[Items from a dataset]
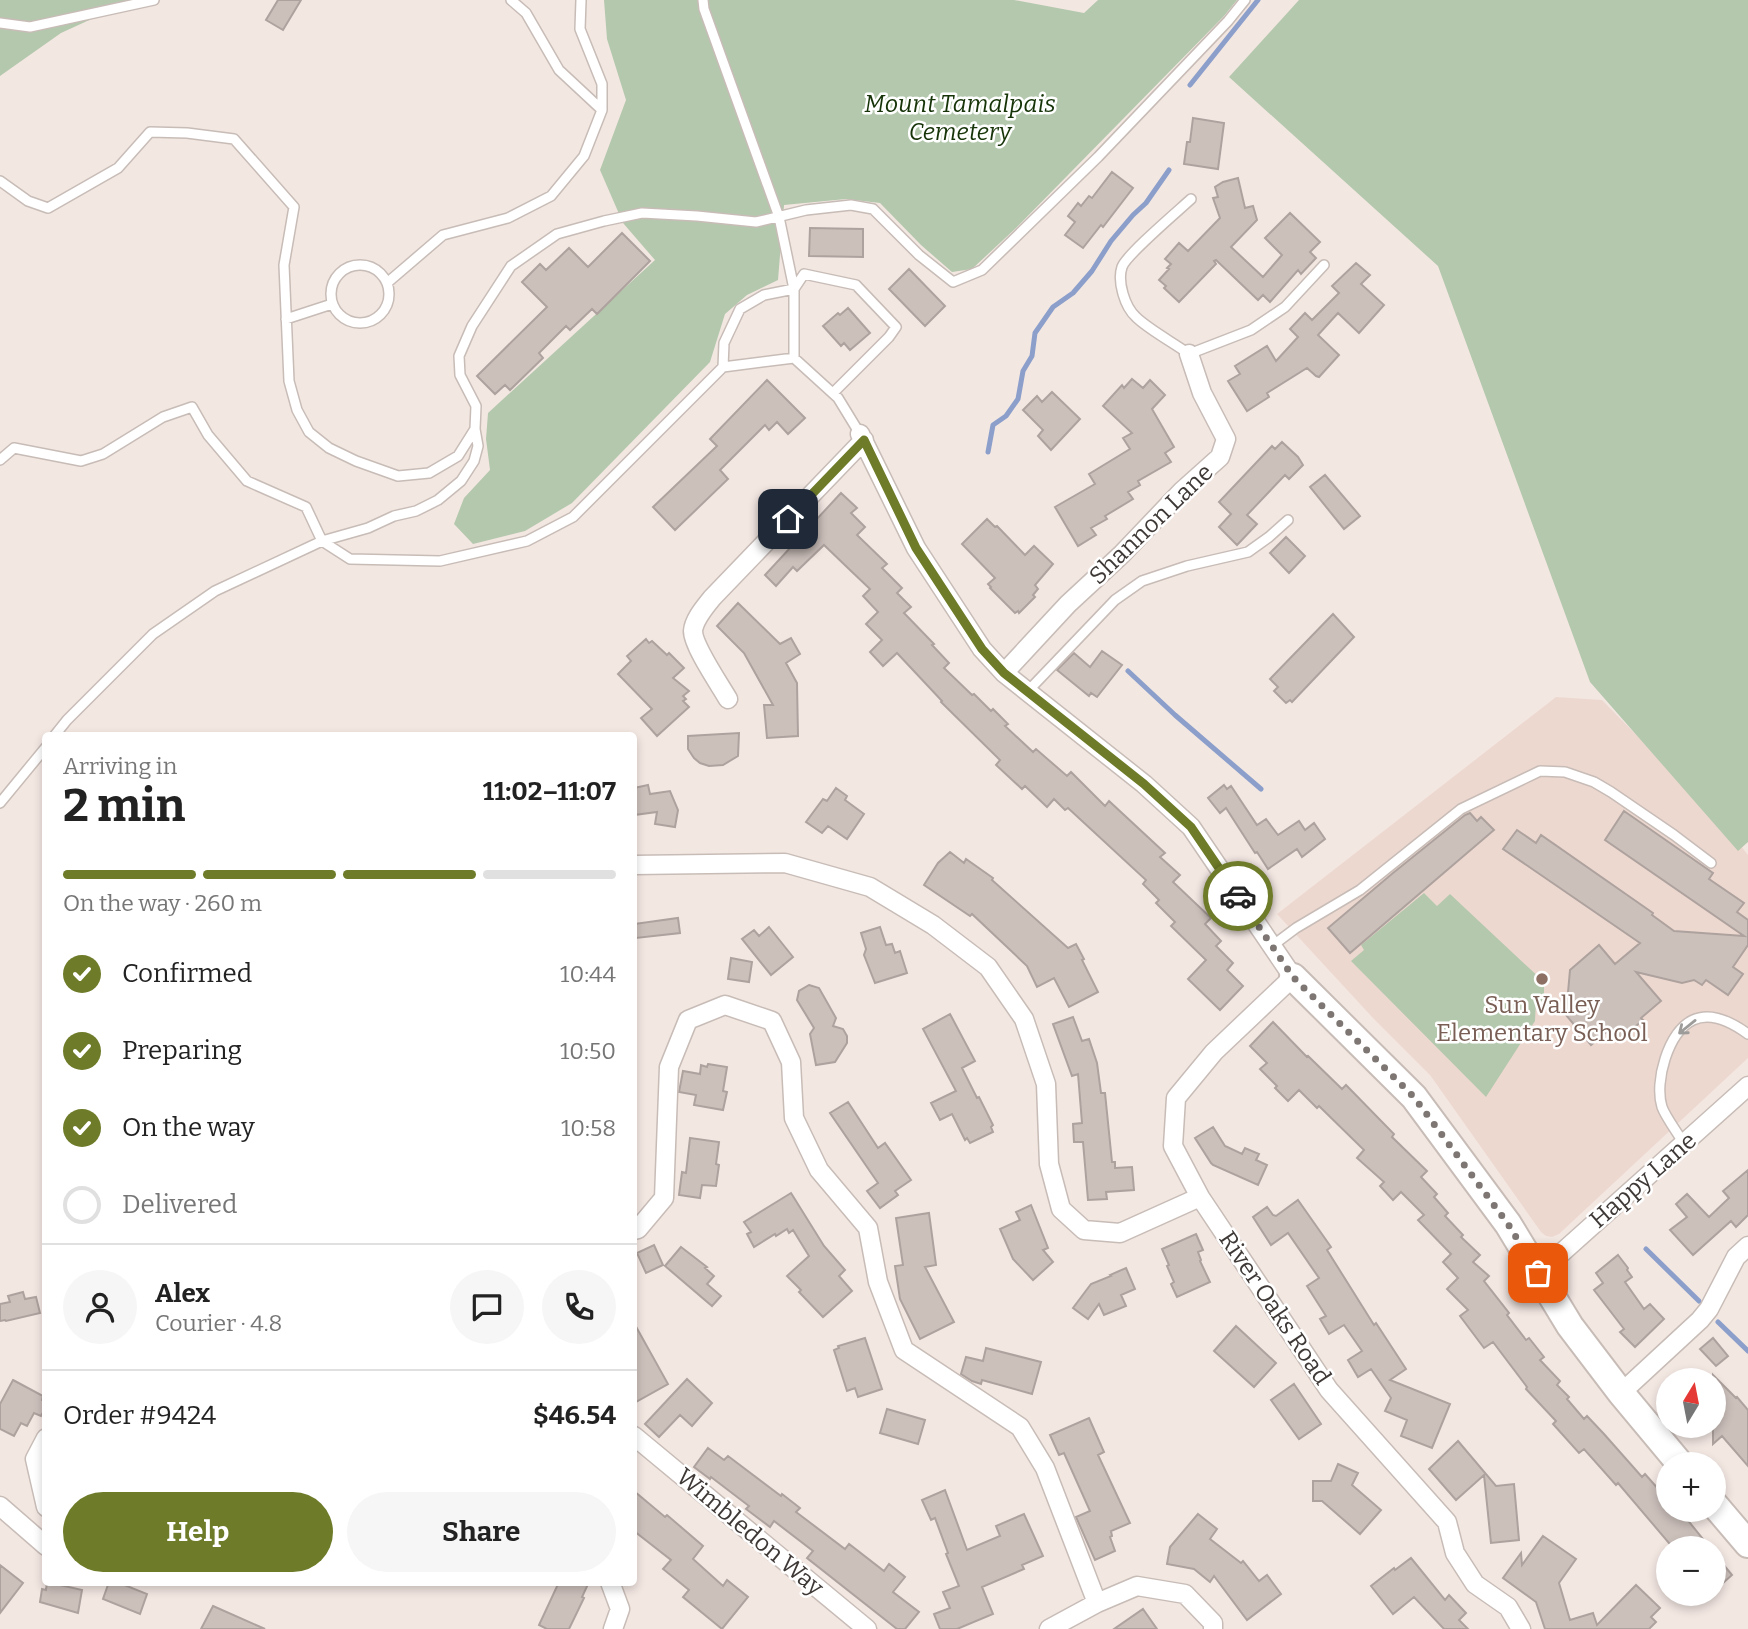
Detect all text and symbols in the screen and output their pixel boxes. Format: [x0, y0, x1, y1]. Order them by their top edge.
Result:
park label: Mount Tamalpais Cemetery [864, 90, 1056, 146]
street label: Shannon Lane [1083, 458, 1219, 590]
pin [758, 489, 818, 549]
icon: home [769, 500, 807, 538]
text: Arriving in [63, 752, 177, 780]
text: 11:02–11:07 [483, 776, 616, 807]
text: 2 min [63, 778, 185, 833]
courier [1203, 861, 1273, 931]
icon: car [1219, 877, 1257, 915]
text: On the way · 260 m [63, 889, 262, 917]
icon: check [63, 955, 101, 993]
text: Confirmed [122, 958, 252, 989]
text: 10:44 [560, 960, 616, 988]
marker: Sun Valley Elementary School [1534, 971, 1550, 987]
place label: Sun Valley Elementary School [1436, 991, 1648, 1047]
one-way arrow [1678, 1018, 1696, 1034]
icon: check [63, 1032, 101, 1070]
text: Preparing [122, 1035, 242, 1066]
text: 10:50 [560, 1037, 616, 1065]
icon: check [63, 1109, 101, 1147]
text: On the way [122, 1112, 255, 1143]
text: 10:58 [561, 1114, 616, 1142]
street label: Happy Lane [1584, 1126, 1702, 1234]
text: Delivered [122, 1189, 237, 1220]
street label: River Oaks Road [1213, 1226, 1337, 1390]
pin [1508, 1243, 1568, 1303]
icon: bag [1519, 1254, 1557, 1292]
button: person [63, 1270, 137, 1344]
button: chat [450, 1270, 524, 1344]
button: phone [542, 1270, 616, 1344]
text: Alex [155, 1278, 210, 1309]
text: Courier · 4.8 [155, 1309, 282, 1337]
north arrow [1656, 1368, 1726, 1438]
map controls [1656, 1368, 1726, 1606]
text: Order #9424 [63, 1400, 216, 1431]
text: $46.54 [533, 1400, 616, 1431]
button: + [1656, 1452, 1726, 1522]
street label: Wimbledon Way [671, 1462, 829, 1602]
button: Help [63, 1492, 333, 1572]
button: Share [347, 1492, 616, 1572]
button: − [1656, 1536, 1726, 1606]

YOUR OBJECTIVE =>
Count how many lines above carry the word "Lane". Only the number is required.

EXERCISE SOLUTION =>
2